All lines below containing the string "shadow" are to be copied.
#### The data ####
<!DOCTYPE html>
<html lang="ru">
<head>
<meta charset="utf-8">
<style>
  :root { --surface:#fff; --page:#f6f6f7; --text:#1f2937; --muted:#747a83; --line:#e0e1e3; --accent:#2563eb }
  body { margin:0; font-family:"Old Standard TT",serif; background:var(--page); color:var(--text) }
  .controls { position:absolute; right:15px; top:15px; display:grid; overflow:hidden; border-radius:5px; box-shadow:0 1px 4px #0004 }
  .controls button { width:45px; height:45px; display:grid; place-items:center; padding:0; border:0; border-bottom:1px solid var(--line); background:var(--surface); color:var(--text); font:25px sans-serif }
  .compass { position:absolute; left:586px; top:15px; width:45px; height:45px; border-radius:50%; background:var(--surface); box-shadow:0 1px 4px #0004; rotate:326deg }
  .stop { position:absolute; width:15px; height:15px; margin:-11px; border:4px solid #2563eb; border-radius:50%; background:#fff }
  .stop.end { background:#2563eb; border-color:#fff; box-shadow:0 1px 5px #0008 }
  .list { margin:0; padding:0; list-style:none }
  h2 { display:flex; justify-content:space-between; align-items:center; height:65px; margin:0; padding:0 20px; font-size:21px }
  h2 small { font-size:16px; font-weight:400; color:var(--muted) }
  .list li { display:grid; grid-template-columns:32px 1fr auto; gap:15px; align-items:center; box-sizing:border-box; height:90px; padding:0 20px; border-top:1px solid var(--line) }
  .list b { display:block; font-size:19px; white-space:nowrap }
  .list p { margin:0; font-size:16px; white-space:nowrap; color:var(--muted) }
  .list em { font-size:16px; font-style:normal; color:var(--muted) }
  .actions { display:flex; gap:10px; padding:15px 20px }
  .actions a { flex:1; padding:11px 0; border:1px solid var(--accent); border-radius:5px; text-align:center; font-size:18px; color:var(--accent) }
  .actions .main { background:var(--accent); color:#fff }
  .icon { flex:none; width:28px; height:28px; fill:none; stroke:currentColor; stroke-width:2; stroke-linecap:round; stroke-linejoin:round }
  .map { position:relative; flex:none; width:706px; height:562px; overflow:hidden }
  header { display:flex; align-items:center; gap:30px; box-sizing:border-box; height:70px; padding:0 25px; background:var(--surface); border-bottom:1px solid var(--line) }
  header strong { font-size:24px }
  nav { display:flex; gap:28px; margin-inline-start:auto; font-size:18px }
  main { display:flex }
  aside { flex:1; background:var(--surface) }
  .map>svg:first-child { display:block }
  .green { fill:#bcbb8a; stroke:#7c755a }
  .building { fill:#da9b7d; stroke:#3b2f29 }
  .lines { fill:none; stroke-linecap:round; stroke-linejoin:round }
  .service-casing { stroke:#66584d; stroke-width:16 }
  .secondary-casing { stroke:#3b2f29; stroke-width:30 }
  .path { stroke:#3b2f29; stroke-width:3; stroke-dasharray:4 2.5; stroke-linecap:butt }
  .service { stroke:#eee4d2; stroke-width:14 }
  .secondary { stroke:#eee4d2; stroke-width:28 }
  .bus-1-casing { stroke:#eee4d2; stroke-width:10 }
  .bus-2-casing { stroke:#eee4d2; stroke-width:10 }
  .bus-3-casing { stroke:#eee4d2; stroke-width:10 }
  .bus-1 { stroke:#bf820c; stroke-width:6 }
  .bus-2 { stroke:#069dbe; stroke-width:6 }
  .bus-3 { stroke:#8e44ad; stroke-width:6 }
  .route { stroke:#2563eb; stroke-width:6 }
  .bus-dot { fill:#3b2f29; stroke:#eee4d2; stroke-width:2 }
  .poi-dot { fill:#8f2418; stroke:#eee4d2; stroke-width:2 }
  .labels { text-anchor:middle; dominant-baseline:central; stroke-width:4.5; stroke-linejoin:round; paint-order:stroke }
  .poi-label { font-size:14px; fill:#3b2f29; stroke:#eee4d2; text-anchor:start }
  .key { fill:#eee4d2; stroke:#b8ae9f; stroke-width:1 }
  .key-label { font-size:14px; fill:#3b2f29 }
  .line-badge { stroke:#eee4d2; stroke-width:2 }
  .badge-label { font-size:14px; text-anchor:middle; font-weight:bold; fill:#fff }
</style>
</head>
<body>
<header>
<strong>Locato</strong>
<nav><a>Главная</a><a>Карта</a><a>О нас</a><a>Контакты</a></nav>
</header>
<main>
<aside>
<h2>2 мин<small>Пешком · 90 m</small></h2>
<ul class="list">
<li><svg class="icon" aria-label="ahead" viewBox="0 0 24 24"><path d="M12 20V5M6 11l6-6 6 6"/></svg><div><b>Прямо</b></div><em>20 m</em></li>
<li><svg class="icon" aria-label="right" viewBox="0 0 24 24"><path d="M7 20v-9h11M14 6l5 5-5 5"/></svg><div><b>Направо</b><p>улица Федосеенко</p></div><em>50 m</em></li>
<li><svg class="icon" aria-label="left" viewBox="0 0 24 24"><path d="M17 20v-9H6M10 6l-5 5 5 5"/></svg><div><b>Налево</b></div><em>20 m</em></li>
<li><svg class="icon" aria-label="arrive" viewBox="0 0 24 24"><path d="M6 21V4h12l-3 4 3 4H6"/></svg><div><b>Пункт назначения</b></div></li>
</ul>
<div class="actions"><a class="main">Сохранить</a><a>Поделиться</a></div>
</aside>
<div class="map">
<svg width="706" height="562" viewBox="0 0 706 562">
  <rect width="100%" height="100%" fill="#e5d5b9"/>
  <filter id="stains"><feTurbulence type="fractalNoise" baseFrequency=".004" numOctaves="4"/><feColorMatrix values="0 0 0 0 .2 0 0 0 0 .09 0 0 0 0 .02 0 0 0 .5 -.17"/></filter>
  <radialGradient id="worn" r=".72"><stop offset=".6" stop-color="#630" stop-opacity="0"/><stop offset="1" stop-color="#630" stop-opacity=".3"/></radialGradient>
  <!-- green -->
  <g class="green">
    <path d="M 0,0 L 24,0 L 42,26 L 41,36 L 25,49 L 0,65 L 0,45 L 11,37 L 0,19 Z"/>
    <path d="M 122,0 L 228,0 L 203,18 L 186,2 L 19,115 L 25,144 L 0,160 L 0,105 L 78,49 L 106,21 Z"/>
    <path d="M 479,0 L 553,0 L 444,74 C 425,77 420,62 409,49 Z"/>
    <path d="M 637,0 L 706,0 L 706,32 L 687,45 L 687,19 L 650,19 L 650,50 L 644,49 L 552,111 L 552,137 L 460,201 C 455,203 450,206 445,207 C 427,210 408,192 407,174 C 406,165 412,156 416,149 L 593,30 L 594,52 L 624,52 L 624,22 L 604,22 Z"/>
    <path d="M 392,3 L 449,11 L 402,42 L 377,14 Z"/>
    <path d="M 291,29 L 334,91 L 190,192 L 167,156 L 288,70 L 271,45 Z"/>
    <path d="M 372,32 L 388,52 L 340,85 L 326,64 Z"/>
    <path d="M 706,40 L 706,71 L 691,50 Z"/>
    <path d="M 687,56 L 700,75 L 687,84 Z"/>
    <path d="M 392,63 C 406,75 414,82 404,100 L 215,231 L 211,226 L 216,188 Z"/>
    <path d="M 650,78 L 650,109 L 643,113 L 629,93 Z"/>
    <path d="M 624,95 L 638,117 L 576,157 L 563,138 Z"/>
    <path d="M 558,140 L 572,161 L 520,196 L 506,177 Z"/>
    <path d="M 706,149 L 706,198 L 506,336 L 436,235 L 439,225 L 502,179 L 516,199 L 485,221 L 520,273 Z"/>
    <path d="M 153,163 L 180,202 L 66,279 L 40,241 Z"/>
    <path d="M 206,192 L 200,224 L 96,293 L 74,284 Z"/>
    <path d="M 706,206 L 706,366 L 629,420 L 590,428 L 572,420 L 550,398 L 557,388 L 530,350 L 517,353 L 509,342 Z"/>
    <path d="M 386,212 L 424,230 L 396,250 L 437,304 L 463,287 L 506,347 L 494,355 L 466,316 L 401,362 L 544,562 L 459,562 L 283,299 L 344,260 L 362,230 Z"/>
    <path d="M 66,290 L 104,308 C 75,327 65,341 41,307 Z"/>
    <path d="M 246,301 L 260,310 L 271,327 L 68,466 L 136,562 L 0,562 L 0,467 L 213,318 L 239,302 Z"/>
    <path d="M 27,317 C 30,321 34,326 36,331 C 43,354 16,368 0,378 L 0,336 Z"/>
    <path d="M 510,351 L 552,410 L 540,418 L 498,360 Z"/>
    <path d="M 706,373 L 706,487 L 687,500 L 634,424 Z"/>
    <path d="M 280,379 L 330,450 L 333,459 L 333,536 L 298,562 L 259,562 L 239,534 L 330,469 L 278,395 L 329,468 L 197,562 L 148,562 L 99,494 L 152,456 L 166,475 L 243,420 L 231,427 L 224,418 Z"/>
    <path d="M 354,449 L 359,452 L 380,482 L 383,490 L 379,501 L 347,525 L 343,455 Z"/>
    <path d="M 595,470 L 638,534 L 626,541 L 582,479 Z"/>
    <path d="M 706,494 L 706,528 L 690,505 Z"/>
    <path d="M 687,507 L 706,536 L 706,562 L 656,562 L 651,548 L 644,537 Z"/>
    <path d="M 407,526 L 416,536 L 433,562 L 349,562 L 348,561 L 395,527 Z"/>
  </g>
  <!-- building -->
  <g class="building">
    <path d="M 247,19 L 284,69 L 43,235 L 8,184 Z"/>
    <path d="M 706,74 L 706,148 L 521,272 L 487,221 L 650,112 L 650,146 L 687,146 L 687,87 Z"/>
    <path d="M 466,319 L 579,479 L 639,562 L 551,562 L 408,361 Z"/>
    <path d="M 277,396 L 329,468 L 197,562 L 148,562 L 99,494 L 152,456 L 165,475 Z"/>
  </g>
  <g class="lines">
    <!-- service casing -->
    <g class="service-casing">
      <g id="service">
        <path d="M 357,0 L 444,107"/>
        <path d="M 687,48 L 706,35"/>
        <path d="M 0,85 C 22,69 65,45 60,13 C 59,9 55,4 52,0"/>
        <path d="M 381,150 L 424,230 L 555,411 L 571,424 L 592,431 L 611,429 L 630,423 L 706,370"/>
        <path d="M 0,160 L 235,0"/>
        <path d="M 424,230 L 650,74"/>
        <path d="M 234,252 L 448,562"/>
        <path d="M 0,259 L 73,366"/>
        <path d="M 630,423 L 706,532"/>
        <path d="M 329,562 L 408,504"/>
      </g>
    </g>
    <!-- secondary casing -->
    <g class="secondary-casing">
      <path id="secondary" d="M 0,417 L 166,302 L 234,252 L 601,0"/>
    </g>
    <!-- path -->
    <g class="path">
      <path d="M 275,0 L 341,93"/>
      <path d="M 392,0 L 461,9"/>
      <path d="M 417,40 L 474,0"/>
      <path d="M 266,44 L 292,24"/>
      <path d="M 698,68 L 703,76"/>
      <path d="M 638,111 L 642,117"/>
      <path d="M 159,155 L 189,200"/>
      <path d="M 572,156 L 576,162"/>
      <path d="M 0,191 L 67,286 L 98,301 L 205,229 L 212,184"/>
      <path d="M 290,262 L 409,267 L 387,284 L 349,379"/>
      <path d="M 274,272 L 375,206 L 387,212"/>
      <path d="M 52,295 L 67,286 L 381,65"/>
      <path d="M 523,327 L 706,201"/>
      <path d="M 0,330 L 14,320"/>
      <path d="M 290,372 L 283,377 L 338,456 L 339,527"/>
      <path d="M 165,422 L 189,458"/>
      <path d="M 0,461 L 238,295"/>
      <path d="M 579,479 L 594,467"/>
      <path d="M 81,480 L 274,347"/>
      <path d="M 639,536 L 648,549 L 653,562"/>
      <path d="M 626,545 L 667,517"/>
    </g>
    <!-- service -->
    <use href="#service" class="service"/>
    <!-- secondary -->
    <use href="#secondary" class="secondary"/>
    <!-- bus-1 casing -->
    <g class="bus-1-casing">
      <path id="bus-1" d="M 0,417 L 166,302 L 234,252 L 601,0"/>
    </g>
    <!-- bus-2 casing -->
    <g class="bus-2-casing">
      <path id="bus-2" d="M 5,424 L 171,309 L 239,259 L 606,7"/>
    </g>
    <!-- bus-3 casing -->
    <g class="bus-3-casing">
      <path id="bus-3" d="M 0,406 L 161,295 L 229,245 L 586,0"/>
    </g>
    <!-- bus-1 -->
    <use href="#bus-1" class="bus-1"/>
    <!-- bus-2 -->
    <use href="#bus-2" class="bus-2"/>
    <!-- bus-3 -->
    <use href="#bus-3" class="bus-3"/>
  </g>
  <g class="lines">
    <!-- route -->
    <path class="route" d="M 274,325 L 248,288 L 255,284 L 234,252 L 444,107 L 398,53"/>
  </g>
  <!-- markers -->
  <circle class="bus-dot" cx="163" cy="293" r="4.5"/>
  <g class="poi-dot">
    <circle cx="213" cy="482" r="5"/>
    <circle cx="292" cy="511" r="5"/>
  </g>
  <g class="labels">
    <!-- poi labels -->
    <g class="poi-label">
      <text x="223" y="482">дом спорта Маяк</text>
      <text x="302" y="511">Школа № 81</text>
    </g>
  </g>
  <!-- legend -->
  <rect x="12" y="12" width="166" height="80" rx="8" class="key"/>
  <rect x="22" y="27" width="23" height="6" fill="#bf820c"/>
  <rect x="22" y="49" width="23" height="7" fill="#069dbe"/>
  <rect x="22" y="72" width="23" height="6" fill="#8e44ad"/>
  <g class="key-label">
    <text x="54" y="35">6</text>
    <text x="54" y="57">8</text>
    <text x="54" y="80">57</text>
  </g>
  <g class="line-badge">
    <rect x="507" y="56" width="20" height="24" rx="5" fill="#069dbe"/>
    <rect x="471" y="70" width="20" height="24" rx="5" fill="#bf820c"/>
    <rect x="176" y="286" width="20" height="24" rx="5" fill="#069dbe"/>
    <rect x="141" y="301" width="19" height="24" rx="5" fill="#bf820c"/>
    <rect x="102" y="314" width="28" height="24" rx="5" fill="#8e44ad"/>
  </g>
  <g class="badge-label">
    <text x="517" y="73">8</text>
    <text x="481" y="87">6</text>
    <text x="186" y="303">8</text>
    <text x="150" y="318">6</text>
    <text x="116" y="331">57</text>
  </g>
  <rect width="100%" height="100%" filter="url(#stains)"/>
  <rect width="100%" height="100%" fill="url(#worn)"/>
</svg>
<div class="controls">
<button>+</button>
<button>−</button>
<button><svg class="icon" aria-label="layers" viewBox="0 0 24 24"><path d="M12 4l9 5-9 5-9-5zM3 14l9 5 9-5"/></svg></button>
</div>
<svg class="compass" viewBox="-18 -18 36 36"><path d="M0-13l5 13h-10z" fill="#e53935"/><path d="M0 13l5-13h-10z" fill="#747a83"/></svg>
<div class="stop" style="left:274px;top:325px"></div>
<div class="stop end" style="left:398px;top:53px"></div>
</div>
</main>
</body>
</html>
####
§ **Completed task**:
  .controls { position:absolute; right:15px; top:15px; display:grid; overflow:hidden; border-radius:5px; box-shadow:0 1px 4px #0004 }
  .compass { position:absolute; left:586px; top:15px; width:45px; height:45px; border-radius:50%; background:var(--surface); box-shadow:0 1px 4px #0004; rotate:326deg }
  .stop.end { background:#2563eb; border-color:#fff; box-shadow:0 1px 5px #0008 }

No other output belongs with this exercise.